If you require another expensive procedure later in the year, your co-insurance provision kicks in right away because you have already met your deductible. In addition, since you have already paid a total of $1,900 out-of-pocket during the policy term, the maximum amount that you will be required to pay for the rest of the year is $3,100. After this threshold is met, your insurance company is responsible for footing the bill up to you maximum policy limit.

Co-pay Vs. Co-Insurance

Both co-pay and co-insurance provisions are ways for insurance companies to minimize the financial burden of medical expenses; they both have benefits and drawbacks for consumers. Because co-insurance policies require that insureds meet their deductibles first, these plans tend to be more expensive up front. However, it is also more likely that the out-of-pocket maximum with be reached earlier in the year, meaning the insurance company is liable for 100% of insured expenses for the rest of the policy term.
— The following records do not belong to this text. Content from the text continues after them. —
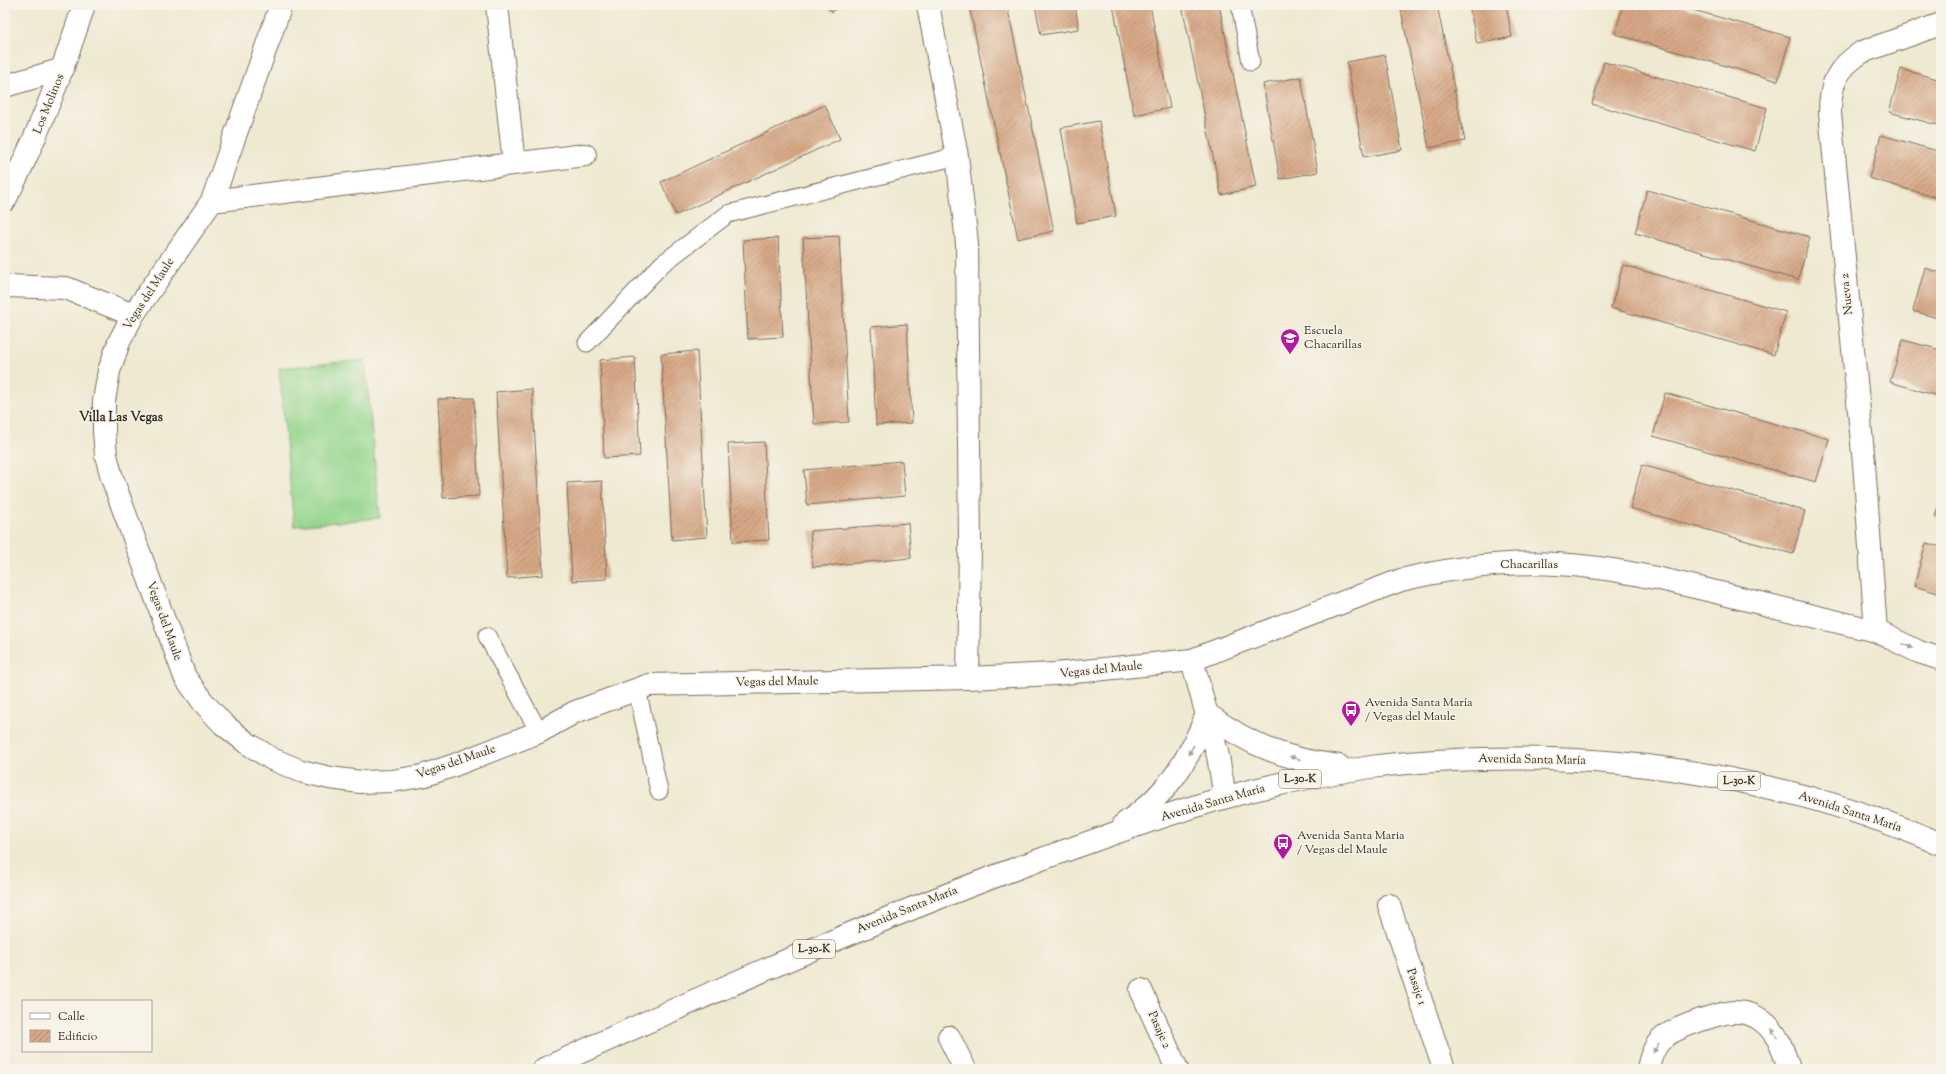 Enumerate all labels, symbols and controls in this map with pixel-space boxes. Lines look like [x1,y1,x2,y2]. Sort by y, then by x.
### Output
street label: Los Molinos [29,71,69,137]
street label: Vegas del Maule [119,254,179,334]
street label: Nueva 2 [1836,272,1858,316]
place label: Escuela Chacarillas [1304,322,1362,354]
school or university icon: Escuela Chacarillas [1279,327,1301,355]
district label: Villa Las Vegas [79,409,163,427]
street label: Chacarillas [1500,556,1558,574]
street label: Vegas del Maule [141,579,187,663]
one-way arrow [1902,643,1914,649]
street label: Vegas del Maule [1059,657,1144,683]
street label: Vegas del Maule [735,672,819,692]
place label: Avenida Santa María / Vegas del Maule [1365,694,1473,726]
bus stop icon: Avenida Santa María / Vegas del Maule [1340,699,1362,727]
street label: Vegas del Maule [414,740,499,784]
one-way arrow [1188,744,1195,756]
street label: Avenida Santa María [1478,750,1586,770]
one-way arrow [1289,755,1301,761]
road number: L-30-K [1279,770,1321,788]
road number: L-30-K [1718,772,1760,790]
street label: Avenida Santa María [1159,779,1268,826]
street label: Avenida Santa María [1796,787,1904,837]
place label: Avenida Santa Maria / Vegas del Maule [1297,827,1405,859]
bus stop icon: Avenida Santa Maria / Vegas del Maule [1272,832,1294,860]
street label: Avenida Santa María [854,881,961,939]
road number: L-30-K [793,940,835,958]
street label: Pasaje 1 [1401,966,1431,1008]
legend [22,1000,152,1052]
text: Calle [58,1008,86,1026]
street label: Pasaje 2 [1143,1008,1175,1052]
text: Edificio [58,1028,98,1046]
one-way arrow [1770,1028,1778,1038]
one-way arrow [1652,1042,1659,1054]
Co-pay plans are more popular because they spread the cost of care out of over the year and make predicting your medical expenses easier. A co-pay plan simply charges the insured a set amount at the time of each service. The amount may vary and usually is more expensive for emergency or specialist care. In addition, some services may be covered even before the deductible is met, such as preventative care and screenings. The downside is that you are likely to pay for every doctor's visit for the entire year.